What you have to do:
Which lines in the records below contain the word "setLineDash"? Copy each of them.

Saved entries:
________________
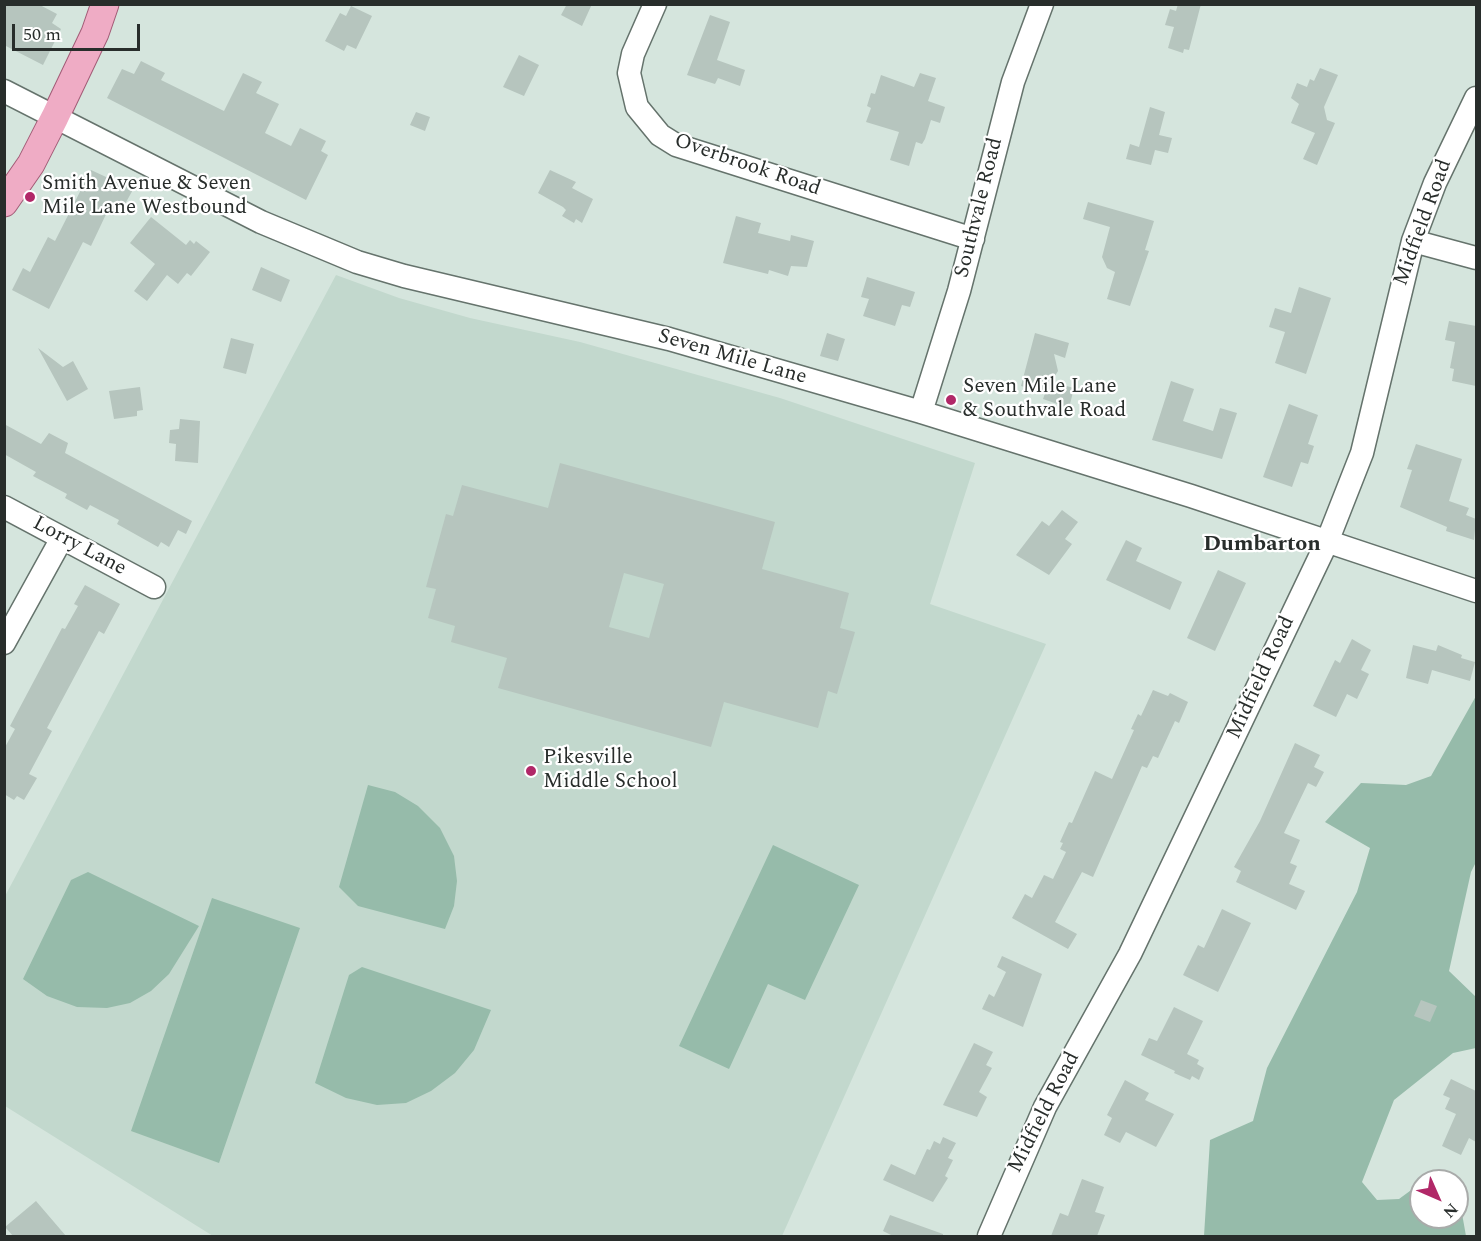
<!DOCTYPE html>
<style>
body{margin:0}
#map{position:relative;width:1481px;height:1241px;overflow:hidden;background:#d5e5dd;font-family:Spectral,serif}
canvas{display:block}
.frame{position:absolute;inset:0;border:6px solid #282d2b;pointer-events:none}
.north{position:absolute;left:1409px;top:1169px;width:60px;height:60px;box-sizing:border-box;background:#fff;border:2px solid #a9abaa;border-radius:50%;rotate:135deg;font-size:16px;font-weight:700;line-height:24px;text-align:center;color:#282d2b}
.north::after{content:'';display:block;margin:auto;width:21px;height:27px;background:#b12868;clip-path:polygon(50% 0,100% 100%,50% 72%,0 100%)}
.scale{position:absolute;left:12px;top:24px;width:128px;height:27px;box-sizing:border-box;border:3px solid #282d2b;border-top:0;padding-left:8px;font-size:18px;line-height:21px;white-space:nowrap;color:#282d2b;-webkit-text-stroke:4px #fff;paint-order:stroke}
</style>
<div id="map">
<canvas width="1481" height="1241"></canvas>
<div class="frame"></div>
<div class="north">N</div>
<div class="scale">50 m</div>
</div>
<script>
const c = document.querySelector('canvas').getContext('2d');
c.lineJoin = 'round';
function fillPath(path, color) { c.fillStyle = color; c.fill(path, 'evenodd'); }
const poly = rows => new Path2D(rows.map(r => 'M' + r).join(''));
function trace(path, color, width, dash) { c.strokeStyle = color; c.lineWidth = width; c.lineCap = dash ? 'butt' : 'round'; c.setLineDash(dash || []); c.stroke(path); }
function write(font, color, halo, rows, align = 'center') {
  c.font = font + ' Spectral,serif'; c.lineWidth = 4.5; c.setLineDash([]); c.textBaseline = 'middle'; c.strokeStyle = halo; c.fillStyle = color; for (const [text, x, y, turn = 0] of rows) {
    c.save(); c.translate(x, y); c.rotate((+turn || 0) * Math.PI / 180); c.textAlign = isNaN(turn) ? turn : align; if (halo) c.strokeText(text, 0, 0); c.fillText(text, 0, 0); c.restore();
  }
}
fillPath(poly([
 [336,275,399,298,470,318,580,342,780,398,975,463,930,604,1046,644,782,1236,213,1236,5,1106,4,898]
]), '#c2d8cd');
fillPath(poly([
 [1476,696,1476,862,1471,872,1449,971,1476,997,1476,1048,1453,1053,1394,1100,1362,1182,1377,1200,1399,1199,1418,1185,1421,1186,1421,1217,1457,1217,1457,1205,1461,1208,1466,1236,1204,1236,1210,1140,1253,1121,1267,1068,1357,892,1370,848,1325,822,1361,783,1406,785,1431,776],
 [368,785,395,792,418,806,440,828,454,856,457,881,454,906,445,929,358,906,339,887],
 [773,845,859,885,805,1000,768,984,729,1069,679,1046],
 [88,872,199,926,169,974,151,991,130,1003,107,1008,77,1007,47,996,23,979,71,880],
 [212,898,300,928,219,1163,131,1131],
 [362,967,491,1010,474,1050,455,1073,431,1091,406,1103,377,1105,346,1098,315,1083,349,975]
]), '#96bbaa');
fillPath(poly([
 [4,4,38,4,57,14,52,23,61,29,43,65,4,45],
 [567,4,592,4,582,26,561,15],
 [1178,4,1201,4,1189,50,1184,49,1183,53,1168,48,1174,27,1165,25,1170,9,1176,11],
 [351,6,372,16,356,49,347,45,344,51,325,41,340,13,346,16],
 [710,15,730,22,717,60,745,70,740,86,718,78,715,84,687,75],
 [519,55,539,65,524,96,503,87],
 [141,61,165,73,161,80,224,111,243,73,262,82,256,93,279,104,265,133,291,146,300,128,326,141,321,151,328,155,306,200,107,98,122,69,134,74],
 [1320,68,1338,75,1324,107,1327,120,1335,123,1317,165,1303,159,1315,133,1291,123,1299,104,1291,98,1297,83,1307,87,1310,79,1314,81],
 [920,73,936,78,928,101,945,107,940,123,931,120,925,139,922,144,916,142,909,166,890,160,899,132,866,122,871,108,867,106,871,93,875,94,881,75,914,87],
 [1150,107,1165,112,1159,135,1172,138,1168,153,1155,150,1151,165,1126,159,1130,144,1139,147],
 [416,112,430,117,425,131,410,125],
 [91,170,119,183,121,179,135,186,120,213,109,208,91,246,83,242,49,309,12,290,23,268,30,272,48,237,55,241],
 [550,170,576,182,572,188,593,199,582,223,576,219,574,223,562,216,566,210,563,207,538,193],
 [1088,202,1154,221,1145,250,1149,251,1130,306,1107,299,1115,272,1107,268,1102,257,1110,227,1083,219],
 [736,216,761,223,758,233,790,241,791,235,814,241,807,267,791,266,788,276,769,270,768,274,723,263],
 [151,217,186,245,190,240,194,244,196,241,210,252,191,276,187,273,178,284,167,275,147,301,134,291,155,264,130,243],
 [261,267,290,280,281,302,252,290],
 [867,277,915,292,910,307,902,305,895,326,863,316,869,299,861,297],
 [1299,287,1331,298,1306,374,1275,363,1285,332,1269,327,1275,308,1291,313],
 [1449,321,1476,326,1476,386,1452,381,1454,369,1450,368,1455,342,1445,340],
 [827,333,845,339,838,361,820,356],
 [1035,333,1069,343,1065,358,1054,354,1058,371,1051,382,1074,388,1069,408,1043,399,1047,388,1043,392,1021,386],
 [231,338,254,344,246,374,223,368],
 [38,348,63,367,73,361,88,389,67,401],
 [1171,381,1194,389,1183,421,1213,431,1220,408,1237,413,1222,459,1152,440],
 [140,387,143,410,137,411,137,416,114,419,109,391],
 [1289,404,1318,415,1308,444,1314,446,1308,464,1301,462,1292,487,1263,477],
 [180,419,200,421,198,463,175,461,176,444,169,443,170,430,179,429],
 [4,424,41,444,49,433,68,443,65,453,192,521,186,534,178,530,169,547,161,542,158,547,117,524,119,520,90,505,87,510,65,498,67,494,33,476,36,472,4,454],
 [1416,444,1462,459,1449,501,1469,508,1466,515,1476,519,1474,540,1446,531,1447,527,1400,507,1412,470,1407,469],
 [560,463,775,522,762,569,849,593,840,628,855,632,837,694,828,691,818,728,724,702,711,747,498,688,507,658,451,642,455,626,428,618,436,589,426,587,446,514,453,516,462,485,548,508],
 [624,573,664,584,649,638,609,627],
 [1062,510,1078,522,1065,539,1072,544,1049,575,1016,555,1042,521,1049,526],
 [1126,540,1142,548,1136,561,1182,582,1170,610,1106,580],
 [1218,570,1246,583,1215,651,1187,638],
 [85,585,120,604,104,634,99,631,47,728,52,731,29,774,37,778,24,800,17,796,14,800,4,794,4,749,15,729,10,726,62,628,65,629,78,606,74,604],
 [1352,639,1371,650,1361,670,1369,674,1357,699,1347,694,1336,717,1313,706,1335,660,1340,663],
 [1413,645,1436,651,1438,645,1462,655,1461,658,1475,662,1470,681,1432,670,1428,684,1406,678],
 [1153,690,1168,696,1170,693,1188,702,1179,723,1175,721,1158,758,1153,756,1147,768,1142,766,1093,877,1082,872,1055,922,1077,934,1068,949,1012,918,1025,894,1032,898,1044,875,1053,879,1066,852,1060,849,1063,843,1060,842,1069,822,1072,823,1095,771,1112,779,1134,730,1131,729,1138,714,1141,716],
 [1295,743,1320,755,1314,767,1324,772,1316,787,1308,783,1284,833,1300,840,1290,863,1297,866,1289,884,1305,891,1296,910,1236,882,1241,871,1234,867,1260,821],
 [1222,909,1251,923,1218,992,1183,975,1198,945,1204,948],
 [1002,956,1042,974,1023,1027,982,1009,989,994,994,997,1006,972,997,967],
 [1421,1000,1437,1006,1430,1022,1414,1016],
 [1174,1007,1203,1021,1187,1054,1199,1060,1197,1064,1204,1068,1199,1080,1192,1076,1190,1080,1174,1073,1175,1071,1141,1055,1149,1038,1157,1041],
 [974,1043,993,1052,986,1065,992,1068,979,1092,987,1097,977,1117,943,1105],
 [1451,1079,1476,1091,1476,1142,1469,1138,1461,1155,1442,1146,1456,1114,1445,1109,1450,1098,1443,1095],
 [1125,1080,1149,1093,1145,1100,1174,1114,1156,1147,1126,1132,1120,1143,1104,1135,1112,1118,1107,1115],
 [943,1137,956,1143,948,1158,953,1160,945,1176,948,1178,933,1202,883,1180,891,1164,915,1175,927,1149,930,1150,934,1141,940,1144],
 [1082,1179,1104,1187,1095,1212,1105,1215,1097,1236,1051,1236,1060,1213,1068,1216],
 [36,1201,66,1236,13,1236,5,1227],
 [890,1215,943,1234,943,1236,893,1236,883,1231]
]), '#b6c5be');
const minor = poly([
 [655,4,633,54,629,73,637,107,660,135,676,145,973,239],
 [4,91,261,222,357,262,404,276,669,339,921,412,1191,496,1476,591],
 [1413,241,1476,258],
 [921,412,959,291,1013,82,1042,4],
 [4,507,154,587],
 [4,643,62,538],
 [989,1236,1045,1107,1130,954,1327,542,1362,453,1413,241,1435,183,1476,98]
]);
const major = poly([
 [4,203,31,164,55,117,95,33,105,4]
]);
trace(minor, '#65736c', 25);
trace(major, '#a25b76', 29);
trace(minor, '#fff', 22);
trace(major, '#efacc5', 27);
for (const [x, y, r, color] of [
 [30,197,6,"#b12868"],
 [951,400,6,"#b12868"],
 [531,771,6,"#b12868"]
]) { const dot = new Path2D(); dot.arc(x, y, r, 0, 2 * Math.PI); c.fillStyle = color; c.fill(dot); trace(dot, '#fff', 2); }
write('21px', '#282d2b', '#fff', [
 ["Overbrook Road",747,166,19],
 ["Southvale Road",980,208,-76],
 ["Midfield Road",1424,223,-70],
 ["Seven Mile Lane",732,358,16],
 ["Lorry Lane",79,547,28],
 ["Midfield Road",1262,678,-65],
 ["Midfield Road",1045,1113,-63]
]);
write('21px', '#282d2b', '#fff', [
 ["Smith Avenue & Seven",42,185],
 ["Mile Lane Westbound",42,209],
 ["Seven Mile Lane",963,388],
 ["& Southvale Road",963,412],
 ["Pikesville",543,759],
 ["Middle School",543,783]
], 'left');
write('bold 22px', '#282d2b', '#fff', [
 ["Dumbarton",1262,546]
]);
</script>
________________
Response area:
function trace(path, color, width, dash) { c.strokeStyle = color; c.lineWidth = width; c.lineCap = dash ? 'butt' : 'round'; c.setLineDash(dash || []); c.stroke(path); }
  c.font = font + ' Spectral,serif'; c.lineWidth = 4.5; c.setLineDash([]); c.textBaseline = 'middle'; c.strokeStyle = halo; c.fillStyle = color; for (const [text, x, y, turn = 0] of rows) {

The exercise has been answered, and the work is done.